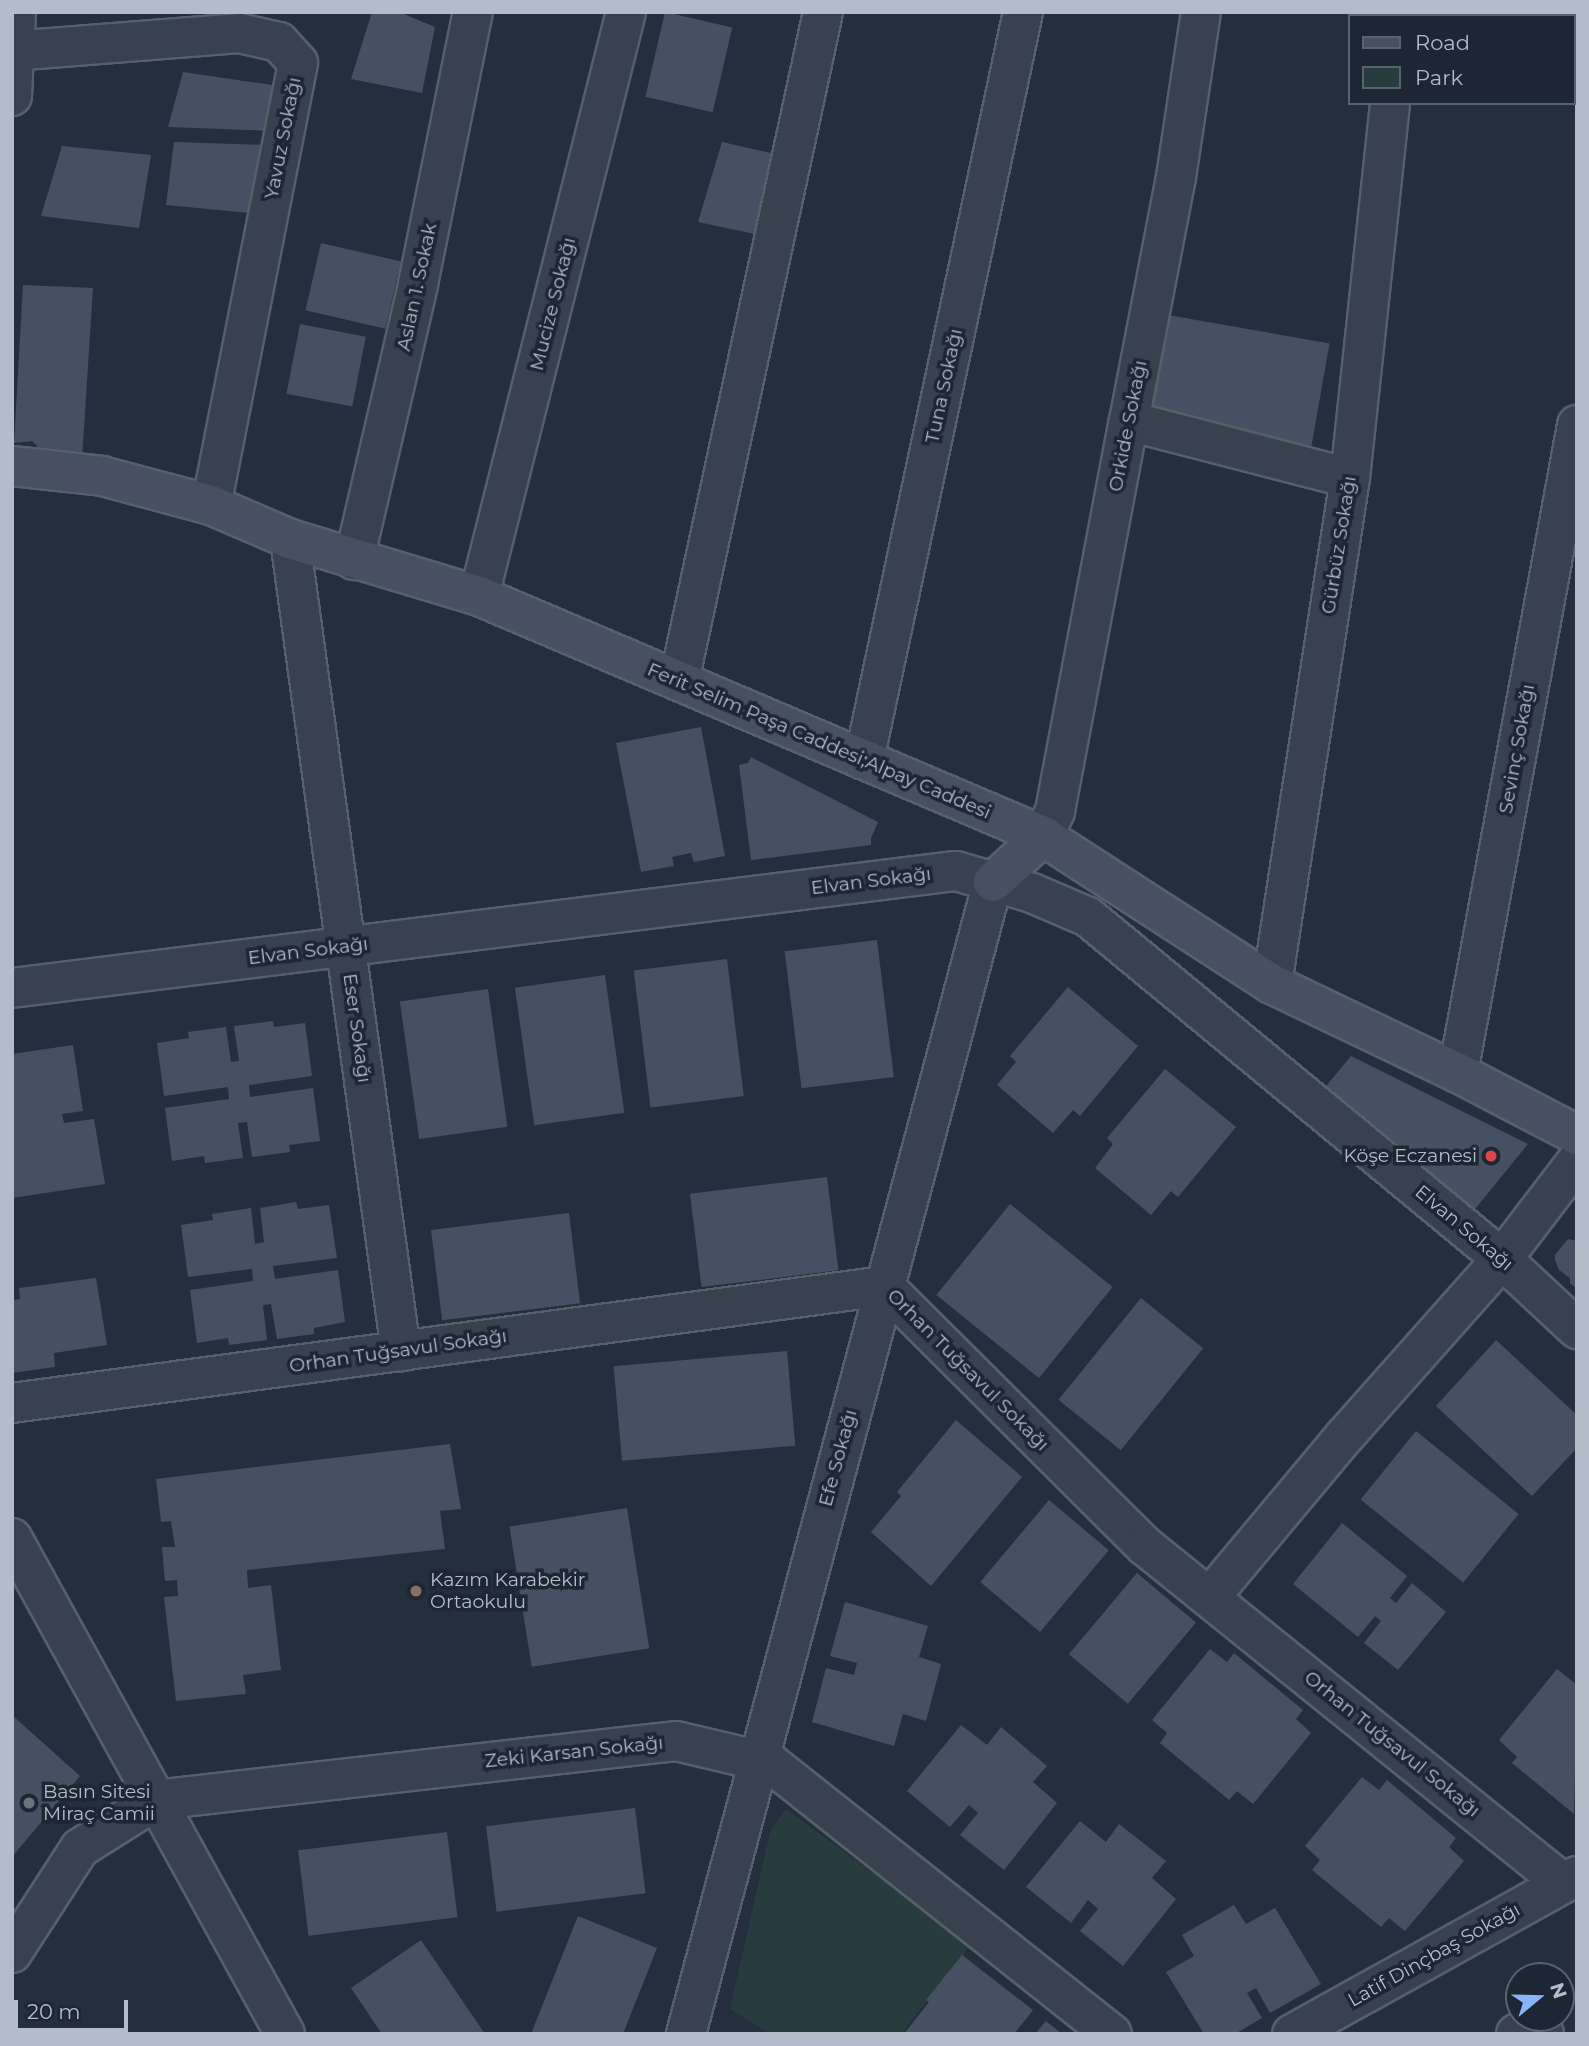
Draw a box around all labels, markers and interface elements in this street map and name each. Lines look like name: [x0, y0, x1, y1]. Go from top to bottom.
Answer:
legend: [1348, 14, 1575, 105]
text: Road: [1415, 30, 1470, 55]
text: Park: [1415, 65, 1463, 90]
street label: Yavuz Sokağı: [260, 75, 306, 201]
street label: Aslan 1. Sokak: [392, 221, 442, 353]
street label: Mucize Sokağı: [525, 235, 581, 373]
street label: Tuna Sokağı: [921, 327, 967, 445]
street label: Orkide Sokağı: [1104, 358, 1152, 494]
street label: Gürbüz Sokağı: [1317, 474, 1361, 616]
street label: Ferit Selim Paşa Caddesi;Alpay Caddesi: [644, 658, 994, 824]
street label: Sevinç Sokağı: [1494, 683, 1540, 815]
street label: Elvan Sokağı: [810, 862, 932, 900]
street label: Elvan Sokağı: [247, 932, 369, 970]
street label: Eser Sokağı: [338, 972, 376, 1084]
place label: Köşe Eczanesi: [1344, 1145, 1477, 1167]
marker: Köşe Eczanesi: [1483, 1148, 1499, 1164]
street label: Elvan Sokağı: [1410, 1180, 1518, 1276]
street label: Orhan Tuğsavul Sokağı: [882, 1284, 1054, 1456]
street label: Orhan Tuğsavul Sokağı: [288, 1324, 508, 1378]
street label: Efe Sokağı: [814, 1407, 862, 1509]
place label: Kazım Karabekir Ortaokulu: [430, 1569, 585, 1613]
marker: Kazım Karabekir Ortaokulu: [408, 1583, 424, 1599]
street label: Orhan Tuğsavul Sokağı: [1300, 1666, 1484, 1822]
street label: Zeki Karsan Sokağı: [484, 1731, 664, 1773]
place label: Basın Sitesi Miraç Camii: [43, 1781, 155, 1825]
marker: Basın Sitesi Miraç Camii: [21, 1795, 37, 1811]
street label: Latif Dinçbaş Sokağı: [1344, 1898, 1524, 2012]
north arrow: [1505, 1962, 1575, 2032]
text: N: [1545, 1980, 1572, 2002]
scale bar: [18, 1986, 131, 2030]
text: 20 m: [27, 1999, 81, 2024]

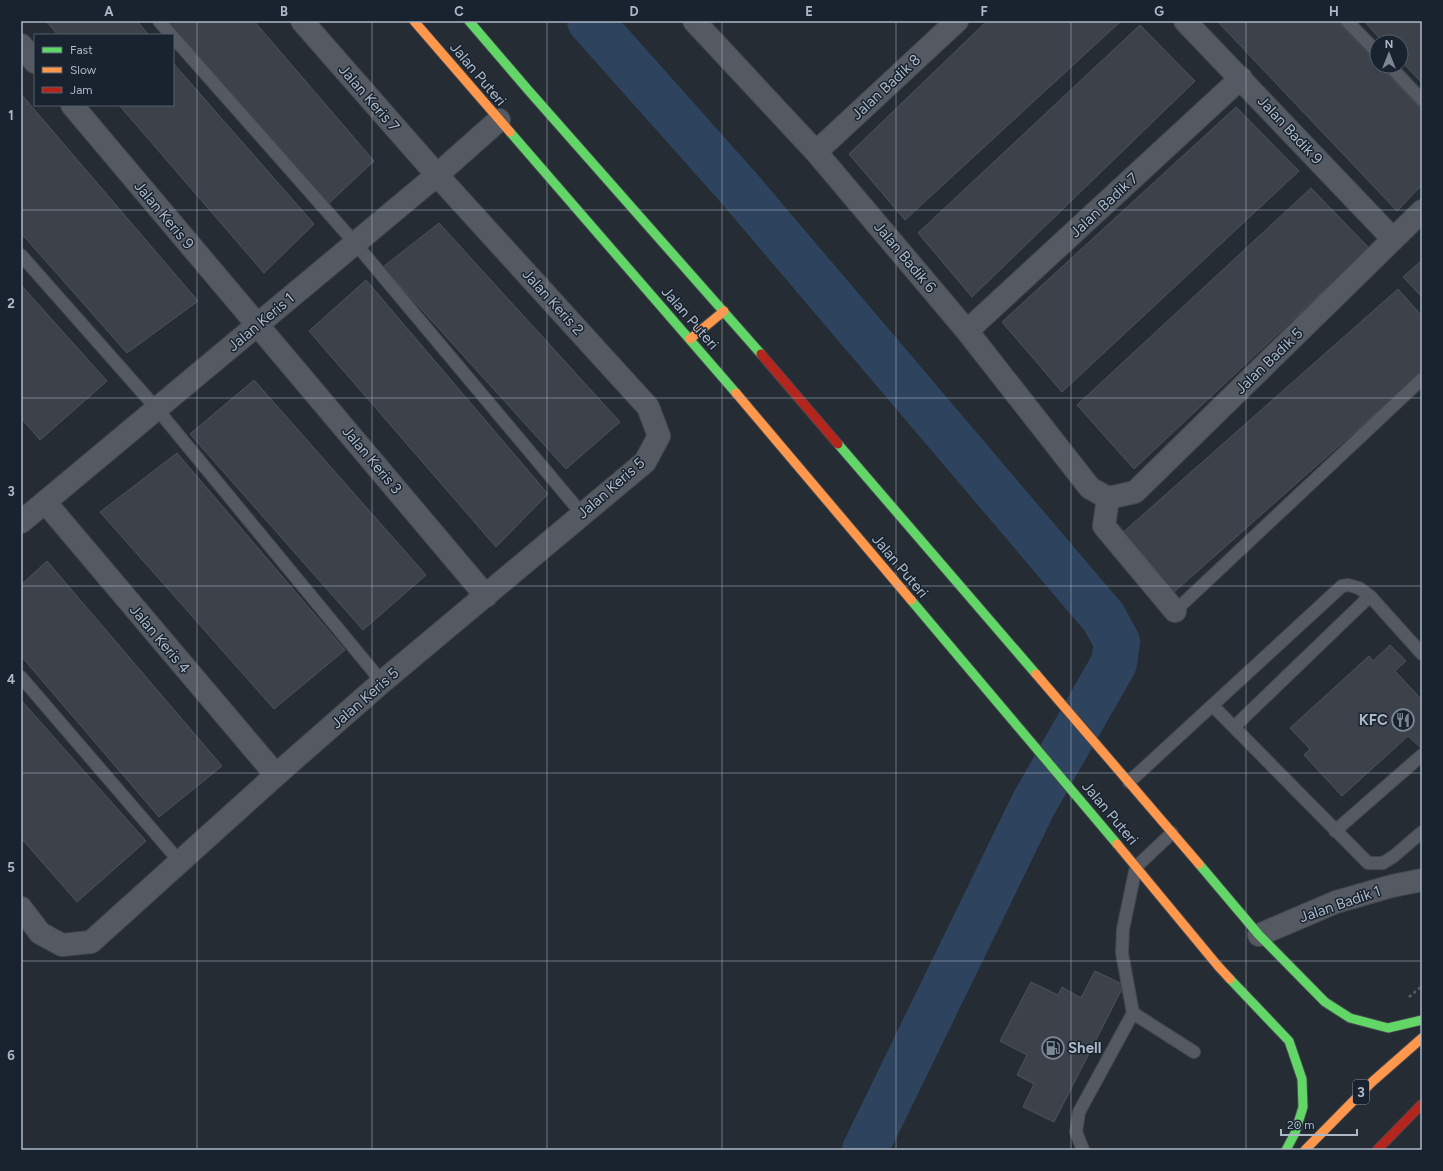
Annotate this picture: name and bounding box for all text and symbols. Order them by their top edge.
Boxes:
text: A [104,4,114,19]
text: B [280,4,288,19]
text: C [454,4,464,19]
text: D [629,4,639,19]
text: E [805,4,813,19]
text: F [980,4,988,19]
text: G [1154,4,1164,19]
text: H [1329,4,1339,19]
legend [34,34,174,106]
north arrow [1369,34,1409,74]
street label: Jalan Puteri [446,38,510,110]
text: N [1385,38,1393,51]
text: Fast [70,43,93,57]
street label: Jalan Badik 8 [848,51,924,123]
street label: Jalan Keris 7 [335,61,403,135]
text: Slow [70,63,97,77]
text: Jam [70,83,93,97]
street label: Jalan Badik 9 [1254,92,1326,168]
text: 1 [8,108,14,123]
street label: Jalan Badik 7 [1066,169,1142,241]
street label: Jalan Keris 9 [130,177,198,253]
street label: Jalan Badik 6 [870,218,940,296]
street label: Jalan Keris 2 [518,265,588,339]
street label: Jalan Puteri [658,283,722,353]
street label: Jalan Keris 1 [224,289,298,355]
text: 2 [7,296,15,311]
street label: Jalan Badik 5 [1231,324,1307,398]
street label: Jalan Keris 3 [338,422,406,498]
street label: Jalan Keris 5 [574,454,648,522]
text: 3 [7,484,15,499]
street label: Jalan Puteri [868,530,932,602]
street label: Jalan Keris 4 [126,601,194,677]
street label: Jalan Keris 5 [328,664,402,732]
text: 4 [7,672,15,687]
restaurant icon: KFC [1390,707,1416,733]
place label: KFC [1359,711,1388,729]
street label: Jalan Puteri [1078,777,1142,849]
text: 5 [7,860,15,875]
street label: Jalan Badik 1 [1297,882,1383,926]
fuel station icon: Shell [1040,1035,1066,1061]
place label: Shell [1068,1039,1101,1057]
text: 6 [7,1048,15,1063]
road number: 3 [1353,1080,1369,1104]
scale bar [1281,1111,1357,1137]
text: 20 m [1287,1118,1315,1132]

────

EXERCISE INSTRUCTIONS:
Could the listing above be printed again in full, with every picture omitted?

EXPECTED ANSWER:
Draw a box around all labels, markers and interface elements in this street map and name each. Lines look like name: [x0, y0, x1, y1]. Go from top to bottom.
Answer:
legend: [1348, 14, 1575, 105]
text: Road: [1415, 30, 1470, 55]
text: Park: [1415, 65, 1463, 90]
street label: Yavuz Sokağı: [260, 75, 306, 201]
street label: Aslan 1. Sokak: [392, 221, 442, 353]
street label: Mucize Sokağı: [525, 235, 581, 373]
street label: Tuna Sokağı: [921, 327, 967, 445]
street label: Orkide Sokağı: [1104, 358, 1152, 494]
street label: Gürbüz Sokağı: [1317, 474, 1361, 616]
street label: Ferit Selim Paşa Caddesi;Alpay Caddesi: [644, 658, 994, 824]
street label: Sevinç Sokağı: [1494, 683, 1540, 815]
street label: Elvan Sokağı: [810, 862, 932, 900]
street label: Elvan Sokağı: [247, 932, 369, 970]
street label: Eser Sokağı: [338, 972, 376, 1084]
place label: Köşe Eczanesi: [1344, 1145, 1477, 1167]
marker: Köşe Eczanesi: [1483, 1148, 1499, 1164]
street label: Elvan Sokağı: [1410, 1180, 1518, 1276]
street label: Orhan Tuğsavul Sokağı: [882, 1284, 1054, 1456]
street label: Orhan Tuğsavul Sokağı: [288, 1324, 508, 1378]
street label: Efe Sokağı: [814, 1407, 862, 1509]
place label: Kazım Karabekir Ortaokulu: [430, 1569, 585, 1613]
marker: Kazım Karabekir Ortaokulu: [408, 1583, 424, 1599]
street label: Orhan Tuğsavul Sokağı: [1300, 1666, 1484, 1822]
street label: Zeki Karsan Sokağı: [484, 1731, 664, 1773]
place label: Basın Sitesi Miraç Camii: [43, 1781, 155, 1825]
marker: Basın Sitesi Miraç Camii: [21, 1795, 37, 1811]
street label: Latif Dinçbaş Sokağı: [1344, 1898, 1524, 2012]
north arrow: [1505, 1962, 1575, 2032]
text: N: [1545, 1980, 1572, 2002]
scale bar: [18, 1986, 131, 2030]
text: 20 m: [27, 1999, 81, 2024]

Annotate this picture: name and bounding box for all text and symbols. Order them by their top edge.
Boxes:
text: A [104,4,114,19]
text: B [280,4,288,19]
text: C [454,4,464,19]
text: D [629,4,639,19]
text: E [805,4,813,19]
text: F [980,4,988,19]
text: G [1154,4,1164,19]
text: H [1329,4,1339,19]
legend [34,34,174,106]
north arrow [1369,34,1409,74]
street label: Jalan Puteri [446,38,510,110]
text: N [1385,38,1393,51]
text: Fast [70,43,93,57]
street label: Jalan Badik 8 [848,51,924,123]
street label: Jalan Keris 7 [335,61,403,135]
text: Slow [70,63,97,77]
text: Jam [70,83,93,97]
street label: Jalan Badik 9 [1254,92,1326,168]
text: 1 [8,108,14,123]
street label: Jalan Badik 7 [1066,169,1142,241]
street label: Jalan Keris 9 [130,177,198,253]
street label: Jalan Badik 6 [870,218,940,296]
street label: Jalan Keris 2 [518,265,588,339]
street label: Jalan Puteri [658,283,722,353]
street label: Jalan Keris 1 [224,289,298,355]
text: 2 [7,296,15,311]
street label: Jalan Badik 5 [1231,324,1307,398]
street label: Jalan Keris 3 [338,422,406,498]
street label: Jalan Keris 5 [574,454,648,522]
text: 3 [7,484,15,499]
street label: Jalan Puteri [868,530,932,602]
street label: Jalan Keris 4 [126,601,194,677]
street label: Jalan Keris 5 [328,664,402,732]
text: 4 [7,672,15,687]
restaurant icon: KFC [1390,707,1416,733]
place label: KFC [1359,711,1388,729]
street label: Jalan Puteri [1078,777,1142,849]
text: 5 [7,860,15,875]
street label: Jalan Badik 1 [1297,882,1383,926]
fuel station icon: Shell [1040,1035,1066,1061]
place label: Shell [1068,1039,1101,1057]
text: 6 [7,1048,15,1063]
road number: 3 [1353,1080,1369,1104]
scale bar [1281,1111,1357,1137]
text: 20 m [1287,1118,1315,1132]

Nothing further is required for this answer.